“Red” Jacksonville, Florida Flips “Blue”—Congratulations Mayor-Elect Donna Deegan! May 21, 2023
We’ve heard this story repeated far too many times. Lots of major media outlets and pundits keep harping about how anemic President Biden’s poll ratings are and what a weak leader he is (NOT). They argue he will be an anchor around the neck of his fellow Democrats.
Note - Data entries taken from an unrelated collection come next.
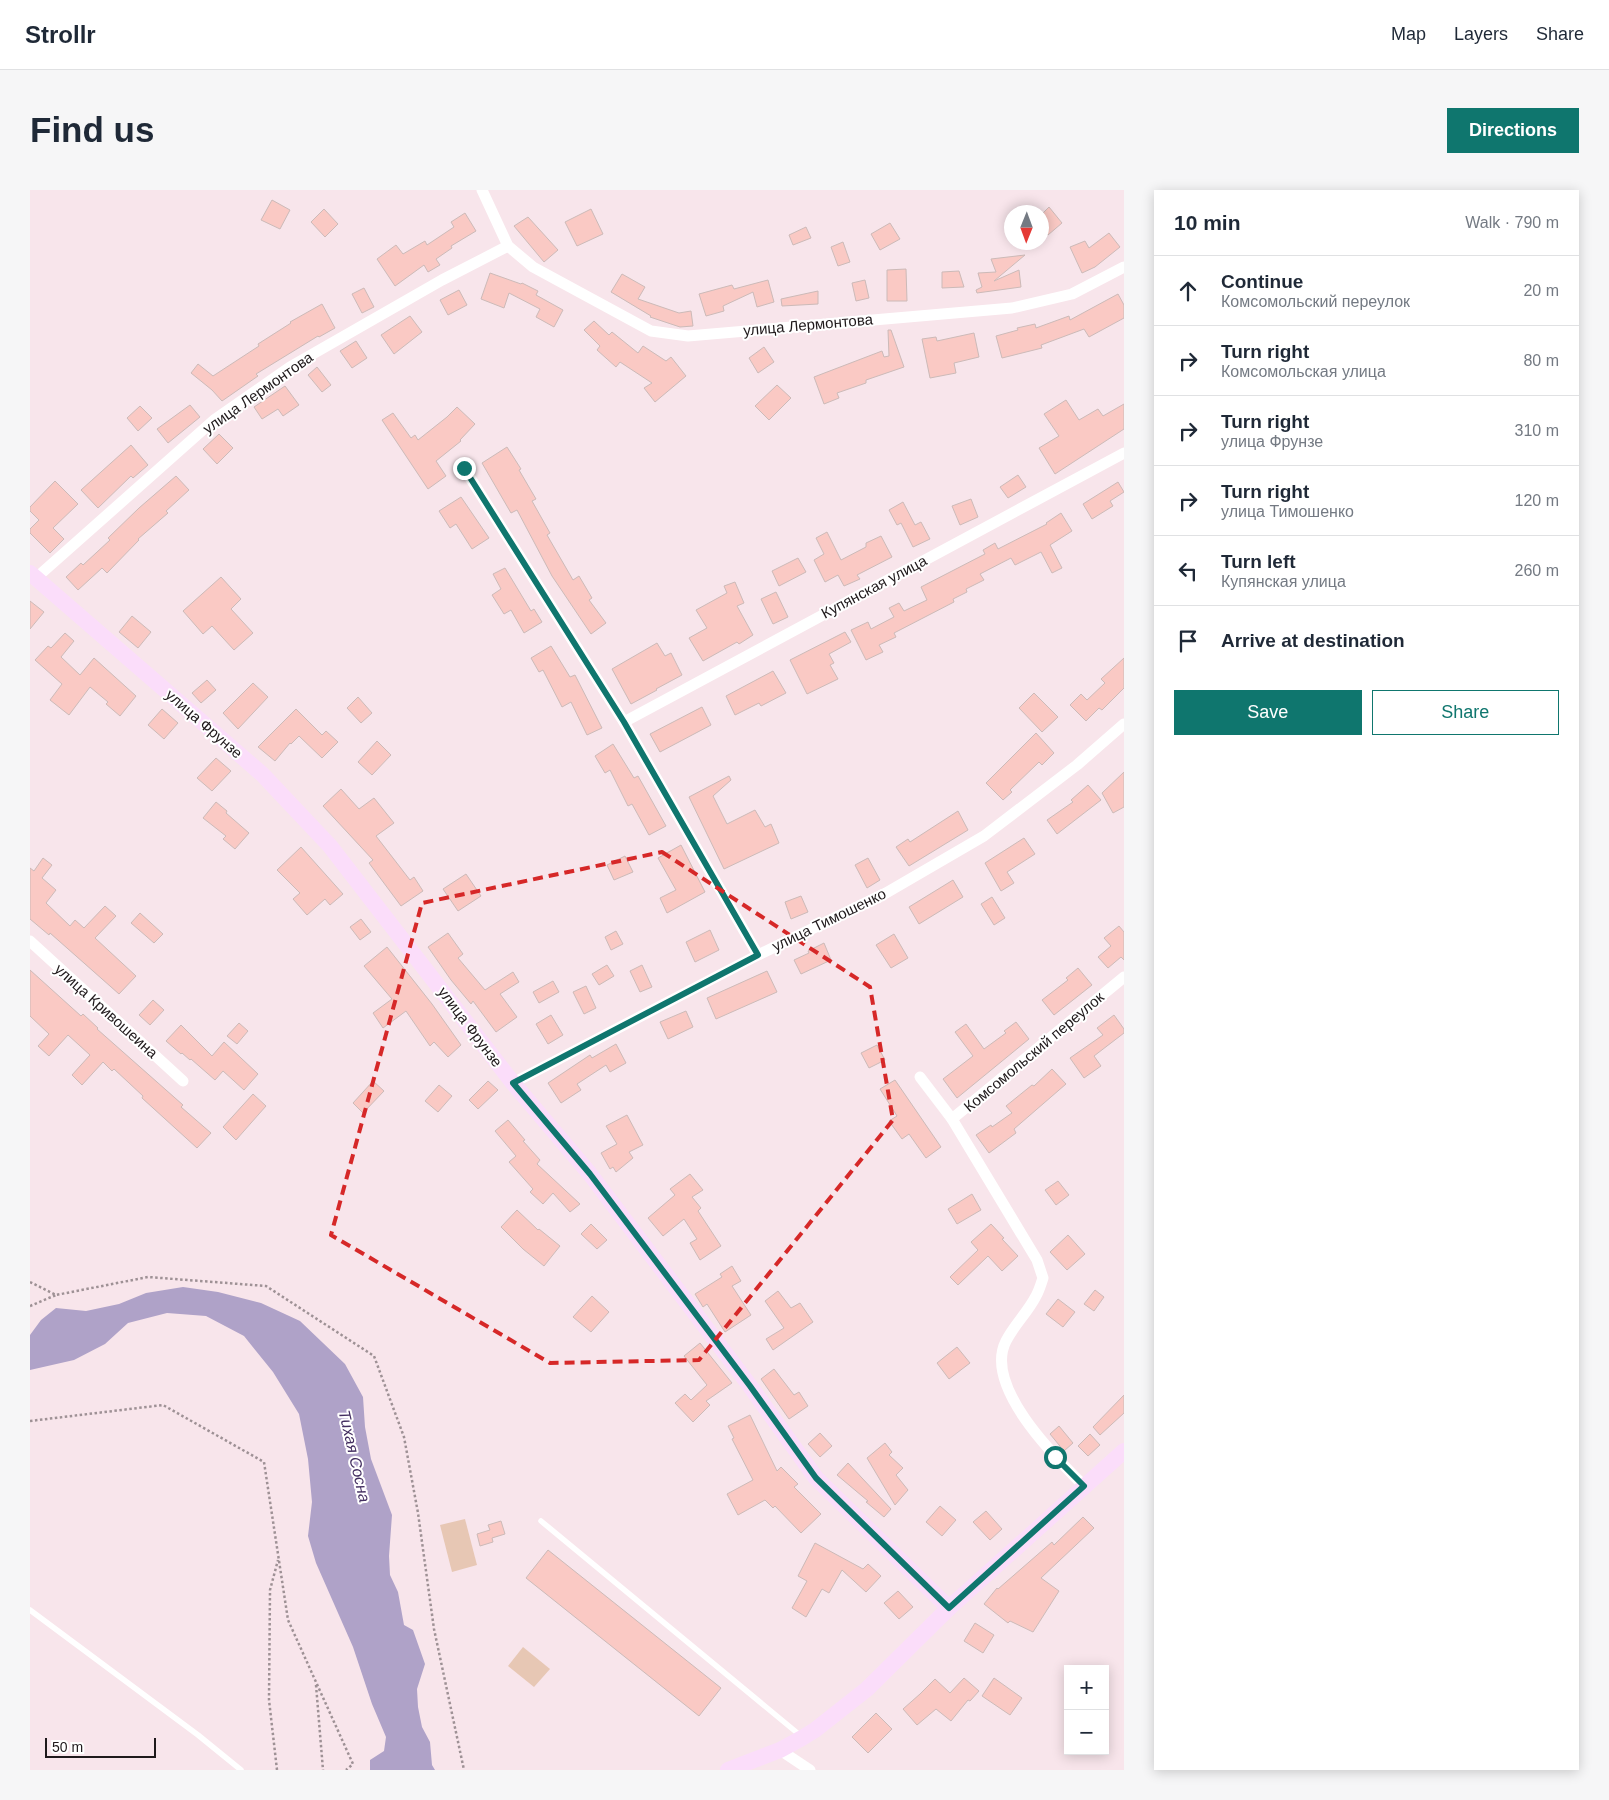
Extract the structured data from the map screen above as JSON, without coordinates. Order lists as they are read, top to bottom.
{
  "streets": {
    "street": [
      "улица Лермонтова",
      "Купянская улица",
      "улица Фрунзе",
      "улица Тимошенко",
      "улица Кривошеина",
      "Комсомольский переулок"
    ]
  },
  "crossings": [
    ["улица Лермонтова", "улица Фрунзе"],
    ["улица Фрунзе", "улица Тимошенко"]
  ],
  "water": ["Тихая Сосна"],
  "scale_bar": "50 m",
  "north": "bottom",
  "page": {
    "header": "Strollr",
    "nav": ["Map", "Layers", "Share"],
    "buttons": [
      "Directions",
      ["Save", "Share"]
    ],
    "title": "Find us",
    "heading": ["10 min", "Walk · 790 m"],
    "list": [
      ["Continue", "Комсомольский переулок", "20 m"],
      ["Turn right", "Комсомольская улица", "80 m"],
      ["Turn right", "улица Фрунзе", "310 m"],
      ["Turn right", "улица Тимошенко", "120 m"],
      ["Turn left", "Купянская улица", "260 m"],
      "Arrive at destination"
    ],
    "map_buttons": ["+", "−"],
    "scale": "50 m"
  }
}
Well, look at what happened in Jacksonville, Florida. On May 16, 2023, Democrat Donna Deegan won the race to succeed term-limited GOP Mayor Lenny Curry. Deegan’s runoff victory is a stunning upset for “Team Blue.” Deegan has become the first woman to win the mayoralty in Jacksonville. In 2023, Jacksonville is FL’s most populous city with a population of 962, 970 (worldpopulationreview.com). Deegan defeated Jacksonville GOPer Chamber of Commerce CEO and a former member of the FL House of Representatives Daniel Davis. Deegan captured nearly 52% of the vote to Davis’ 48%, despite being outspent four-to-one by Davis (jaxtrib.org, Pantazi, 5/16/23, dailykos.com, Singer, 5/16/23, kos, 5/17/23, Dunkelberger, L., Sarasota Herald-Tribune, 4/02/13). With her election win, Deegan has become only the second Democrat to win a mayor’s race in Jacksonville in three decades. Turnout in this race was 33%, higher than the primary turnout of just over 25% and Democrats finished early voting with over a 4-point lead. Again, when there is an increased turnout, Democrats often win. In her victory speech, Deegan called her triumph “a brand new day in Jacksonville (Holthaus & Bauerlein, Florida Times-Union, 5/16/23).” Let’s look at Donna Deegan and the city of Jacksonville that she will lead when she takes office in July (jaxtrib.org, 5/16/23, Pantazi).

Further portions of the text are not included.